Balyoz davasından 16 yıl hapse mahkum edilen emekli Tümgeneral Karataş, mektubunun ilgili bölümünde şunları kaydetti:

"2007-2010 yılları arasında Tümgeneral rütbesiyle Milli Savunma Bakanlığı’nda Müsteşar ve Teknoloji Koordinasyon Yardımcısı (MTKY) olarak görev yaptım. Sorumluluk alanlarım; Araştırma-geliştirme projeleri, önemli silahlanma projeleri, kalite kontrol ve yönetimi, savunma sanayi teknik hizmet yardımları, savunma sanayi dış ilişkiler, savunma sanayinde çalışanlar ile kendi personelimizin eğitilmesi ve buna benzer konular olarak geniş bir yelpazeyi kapsamaktadır."

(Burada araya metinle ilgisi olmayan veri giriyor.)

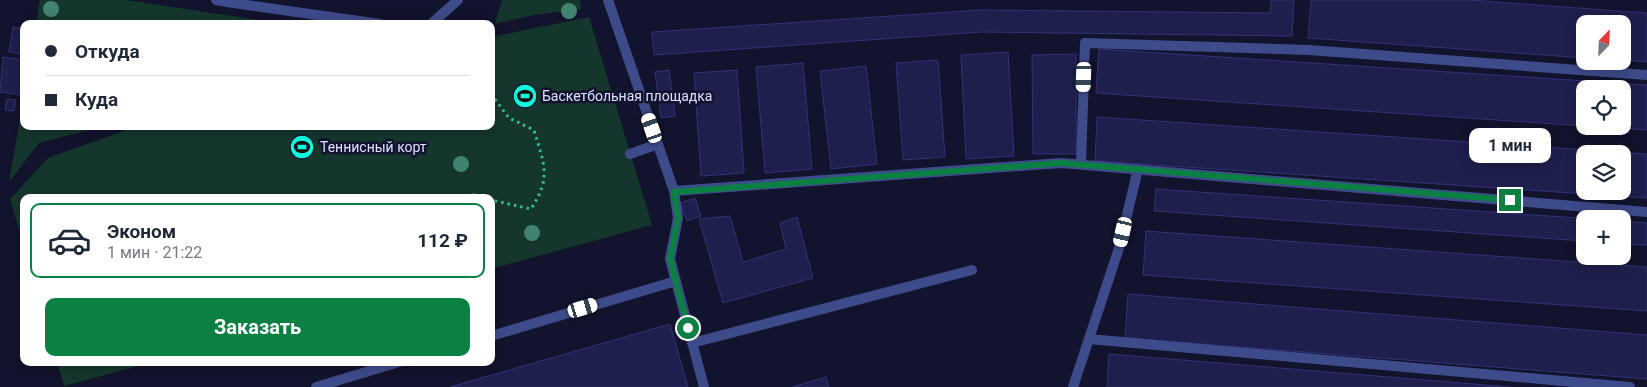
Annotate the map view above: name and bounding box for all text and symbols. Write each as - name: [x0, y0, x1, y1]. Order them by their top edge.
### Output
- north arrow: [1576, 15, 1631, 70]
- map controls: [1576, 15, 1631, 265]
- text: Откуда: [75, 40, 140, 63]
- car: [1075, 62, 1092, 92]
- button: locate: [1576, 80, 1631, 135]
- sports icon: Баскетбольная площадка: [512, 83, 538, 109]
- text: Куда: [75, 88, 118, 111]
- place label: Баскетбольная площадка: [542, 88, 712, 104]
- car: [640, 111, 663, 145]
- callout: 1 мин: [1469, 128, 1551, 162]
- sports icon: Теннисный корт: [289, 134, 315, 160]
- text: 1 мин: [1488, 136, 1532, 155]
- place label: Теннисный корт: [320, 139, 427, 155]
- button: layers: [1576, 145, 1631, 200]
- route end: [1499, 189, 1521, 211]
- button: +: [1576, 210, 1631, 265]
- car: [1112, 216, 1133, 248]
- icon: car: [47, 218, 92, 263]
- text: Эконом: [107, 220, 176, 243]
- text: 112 ₽: [417, 229, 468, 252]
- text: 1 мин · 21:22: [107, 243, 202, 262]
- car: [566, 296, 599, 320]
- button: Заказать: [45, 298, 470, 356]
- route start: [677, 317, 699, 339]

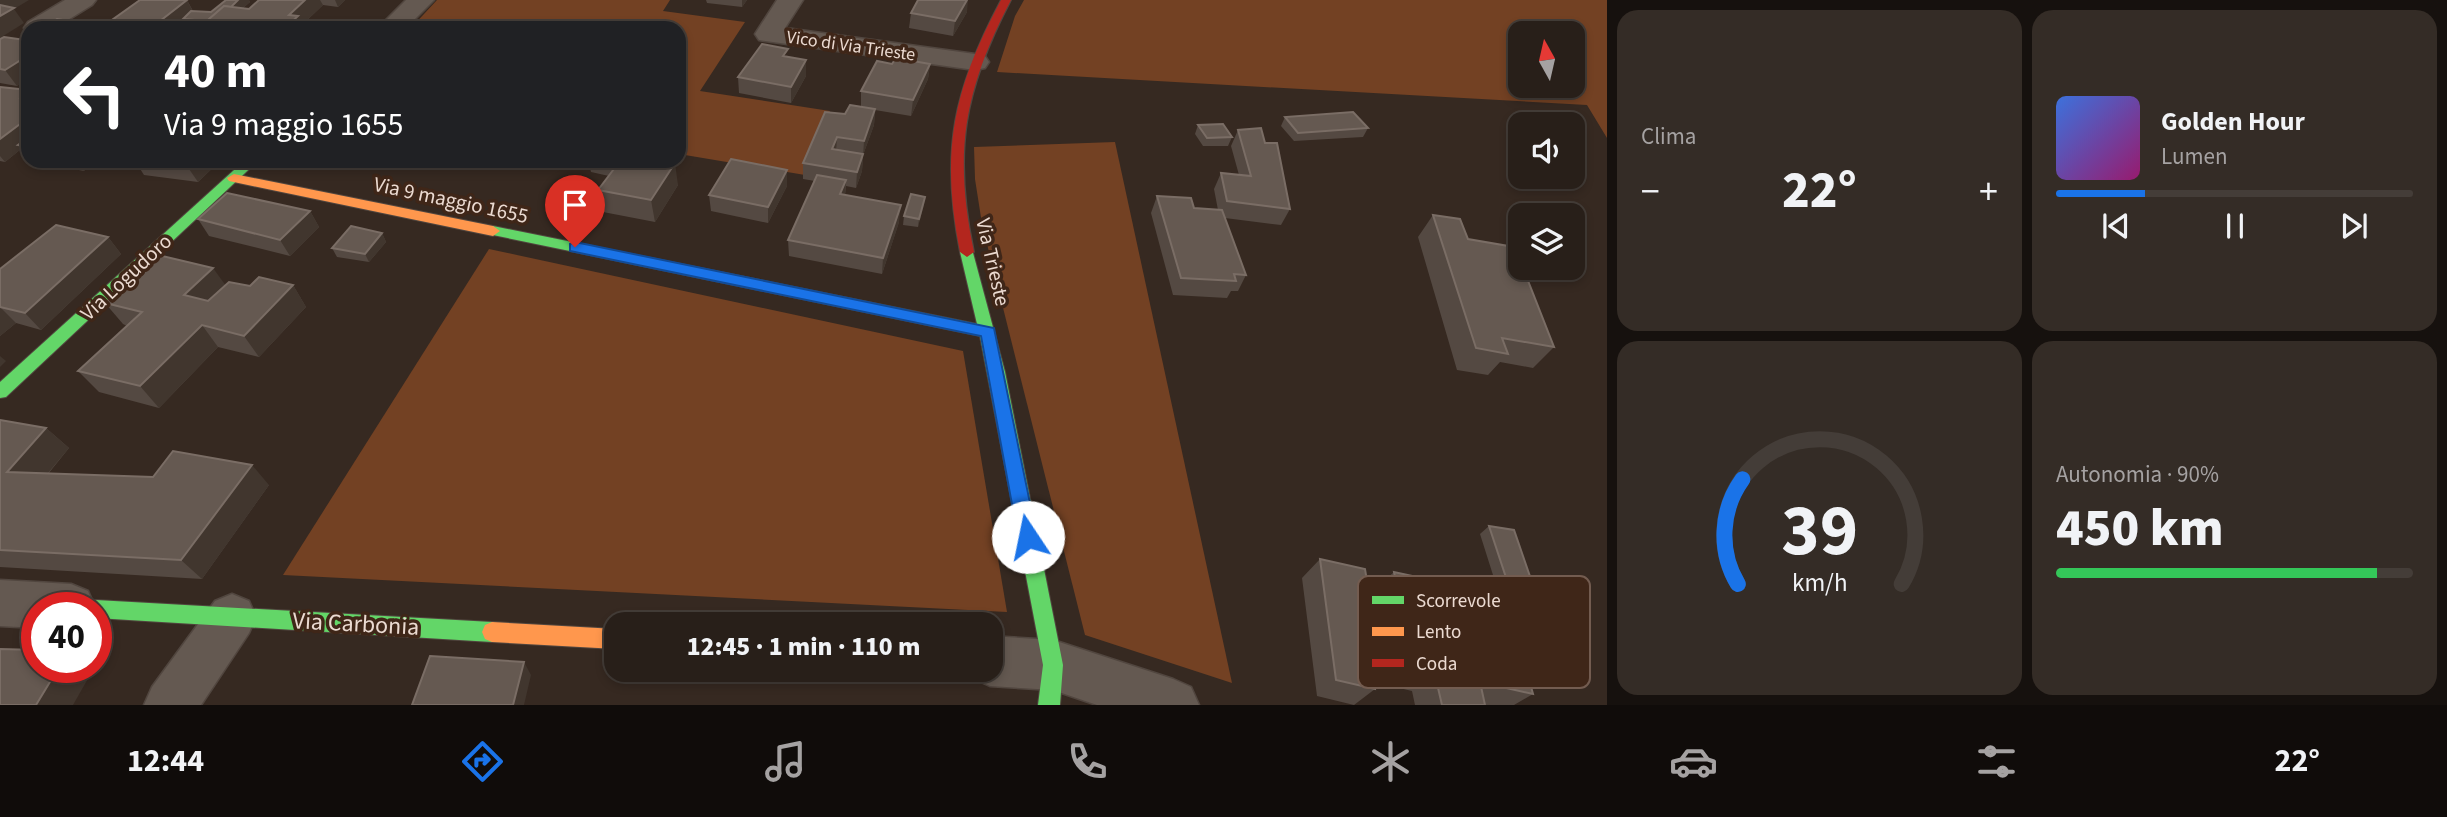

Türkiye-Suriye Savunma Sanayi İşbirliği Anlaşması

"Bilindiği gibi iyi giden Türkiye-Suriye ilişkileri önce büyük bir ivme kazanmış, 6 Şubat 2011 tarihinden sonra kesilmiştir. Daha önce hep Ankara’da düzenlenen Mayıs 2009 tarihinde ilk kez İstanbul’da Beylikdüzü’ndeki fuar alanında yapılan Savunma Sanayi Fuarı sırasında, Türkiye ile Suriye arasında fuar alanının giriş lobisinde televizyon kameralarının önünde iki ülke savunma bakanlarının ve davetlilerin katılımıyla Savunma Sanayi İşbirliği Anlaşması imzalanmıştır. Söz konusu anlaşmaya Türk tarafı adına Tümgeneral Beyazıt Karataş, Suriye adına bir Tümgeneral imza atmıştır. İlk defa fuar alanında bu faaliyeti öğrenen ve şaşkınlığını gizleyemeyen ABD’nin Türkiye Savunma Koordinasyon Ofisi (ODC-T) Başkanı ABD’li Tümgeneral, anlaşma imzalandıktan sonra yanıma gelerek Türkiye’nin ne yapmaya çalıştığını öğrenmeye çalışmıştır.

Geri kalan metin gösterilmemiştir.